La Cassazione sul danno tanatologico

In materia di risarcimento danni, di recente è intervenuta la III sezione della Corte di Cassazione, con 10 sentenze, denominate dai commentatori “San Martino”, per la data di pubblicazione (10 ottobre 2019), ad oltre 10 anni di distanza dalle omologhe sentenze pubblicate nel 2008.

Attraverso tali pronunce, la Cassazione fa il punto sull’intera materia risarcitoria, fornendo orientamenti per l’applicazione dei diversi istituti giuridici, dal danno biologico al danno morale, alla responsabilità medica e delle strutture sanitarie, al consenso informato, con indicazioni imprescindibili per gli operatori del settore e chiunque voglia addentrarsi in questo argomento.

Sentenza San Martino 28989/20198

Oggi consideriamo la sentenza n. 28989/2019, nella parte relativa alla risarcibilità del “danno tanatologico”, iure proprio e iure hereditario, conseguente alla morte di persona sottoposta a cure mediche e deceduta a causa delle stesse.
Nel caso specifico sottoposto all’esame della Suprema Corte, i parenti della vittima, deceduta a causa di un’infezione contratta nel corso della degenza ospedaliera, chiedevano, tra le altre voci di danno, il risarcimento del danno cd. tanatologico (dovuto, cioè, alla sofferenza psichica collegata alla morte) “iure hereditatis".
Spieghiamo questo concetto ricordando anzitutto che si tratta di una voce del danno morale, di natura cioè non patrimoniale, non espressamente previsto dal Codice Civile ma elaborato dalla giurisprudenza.

Danno iure proprio e iure hereditatis

In particolare, gli eredi della vittima di un sinistro stradale, di un intervento o diagnosi medica errati,  possono chiedere in giudizio il risarcimento del danno tanatologico sia a titolo ereditario, in quanto trattasi della sofferenza psichica patita dalla vittima ed "ereditata" a seguito della sua morte, sia a titolo personale, in quanto l’evento lesivo ha cagionato un danno direttamente nella sfera del congiunto.
In entrambi i casi gli eredi devono fornire in giudizio sia la prova del nesso di causalità tra la condotta del responsabile e l’evento lesivo, sia la prova del danno subito, cioè della sofferenza patita, tanto dalla vittima (danno iure hereditatis) quanto dai parenti che ne chiedono il risarcimento (danno iure proprio).

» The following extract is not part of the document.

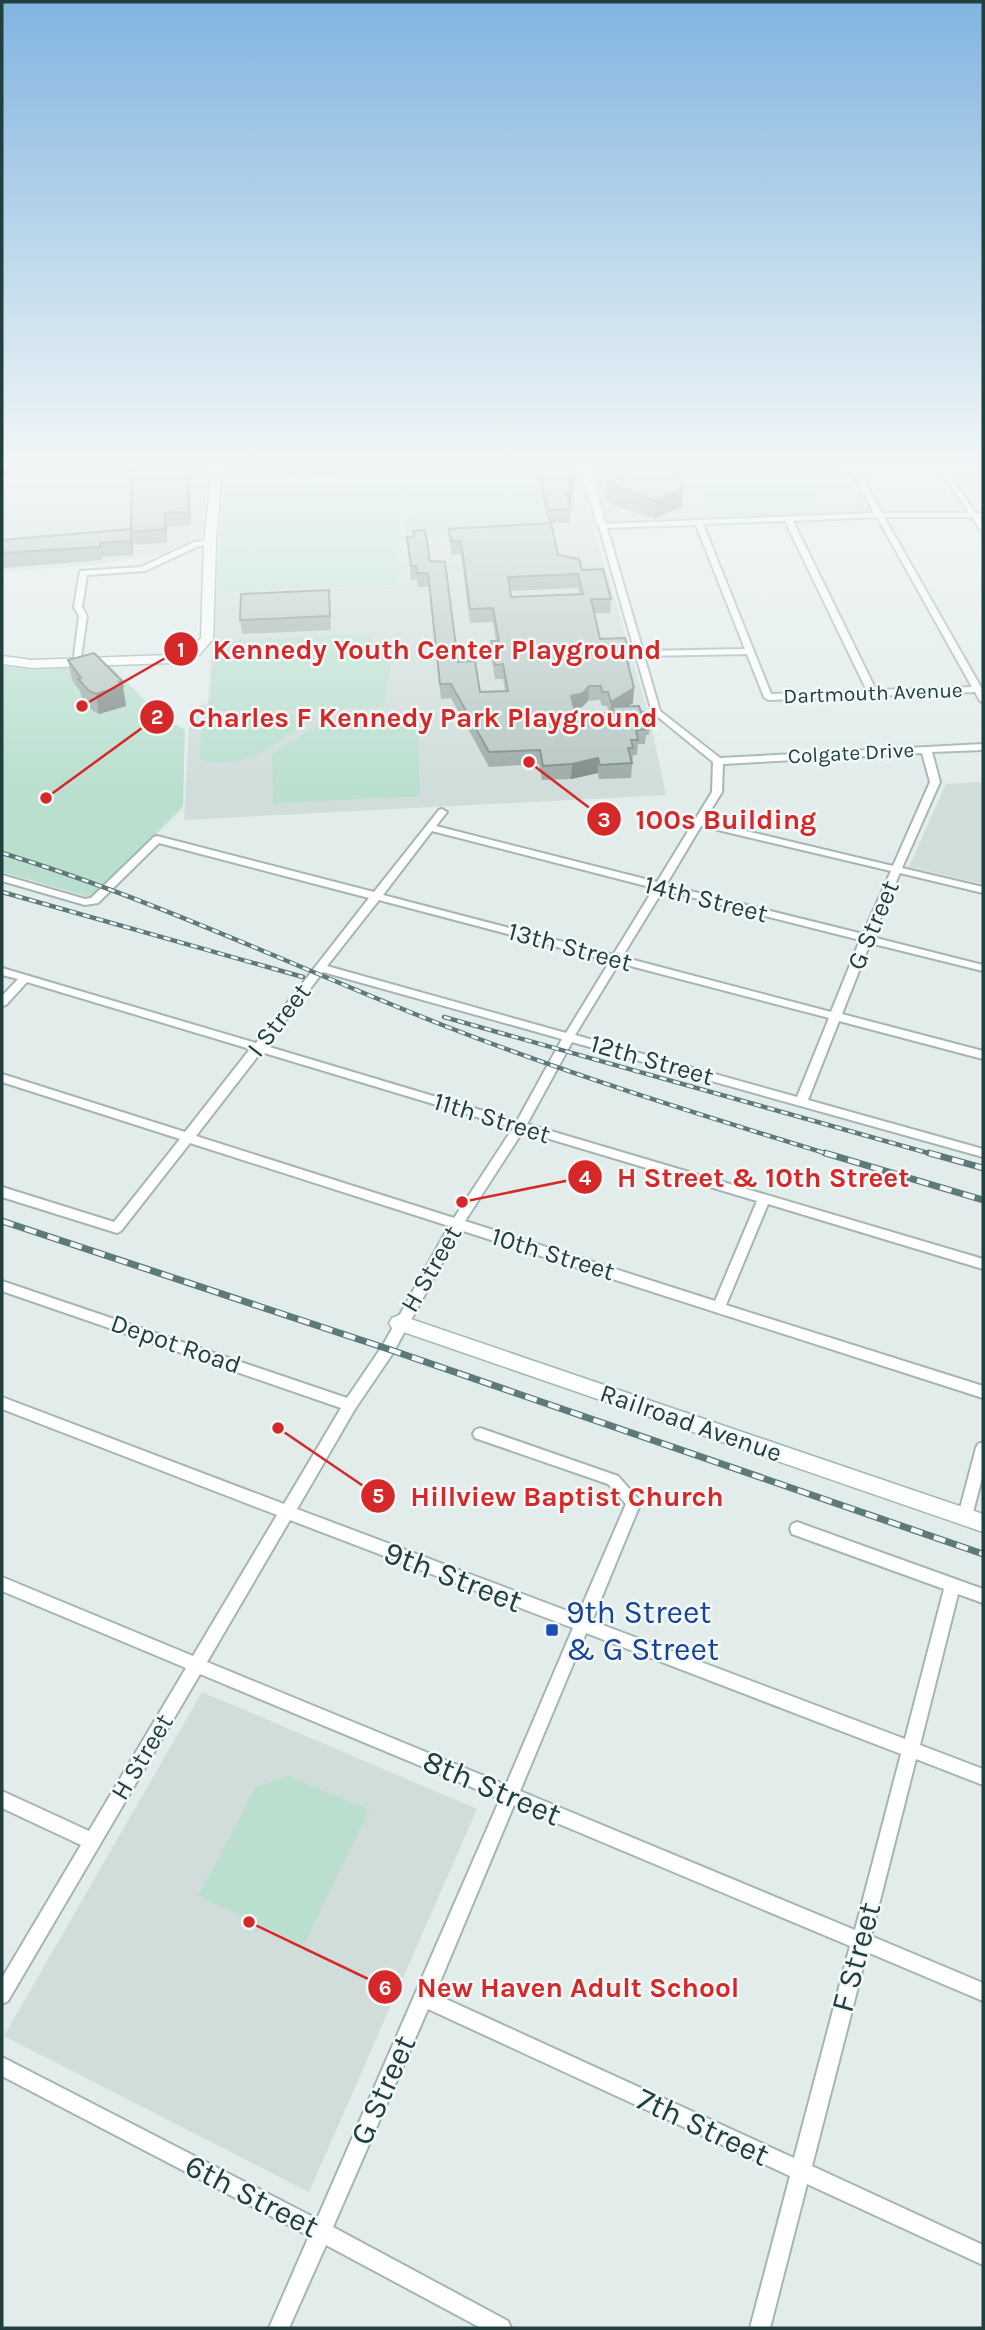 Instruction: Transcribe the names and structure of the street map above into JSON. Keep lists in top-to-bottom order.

Tempo di percezione della sofferenza

La risarcibilità del danno tanatologico a titolo ereditario è configurabile, ricorda la Cassazione, laddove tra le lesioni personali subite dalla vittima ed il decesso sia intervenuto un lasso di tempo considerevole, che giustifica il riconoscimento del cd. "danno biologico terminale” al quale può aggiungersi il danno morale, derivante dalla percezione dell’imminente decesso.
In tale lasso di tempo, spiega la Corte, la vittima è in uno stato di “lucidità agonica”, in quanto in grado di percepire la sofferenza, cioè l’agonia, della fine imminente, restando pertanto irrilevante, ai fini risarcitori, il periodo di “manifesta lucidità”.
In ogni caso, rimane esclusa la risarcibilità del danno cd. “da perdita della vita” (chiesto dai ricorrenti ai giudici della III sezione e riconosciuto dalla Corte d’appello), che non può costituire un ulteriore categoria di danno autonomamente risarcibile, oltre a quella del danno tanatologico anzidetto.
L’orientamento della giurisprudenza di legittimità più recente, che la Suprema Corte in questa sentenza ribadisce, è, infatti, quello dell’unitarietà del danno morale e della non duplicabilità delle voci di danno risarcibili in esso ricomprese.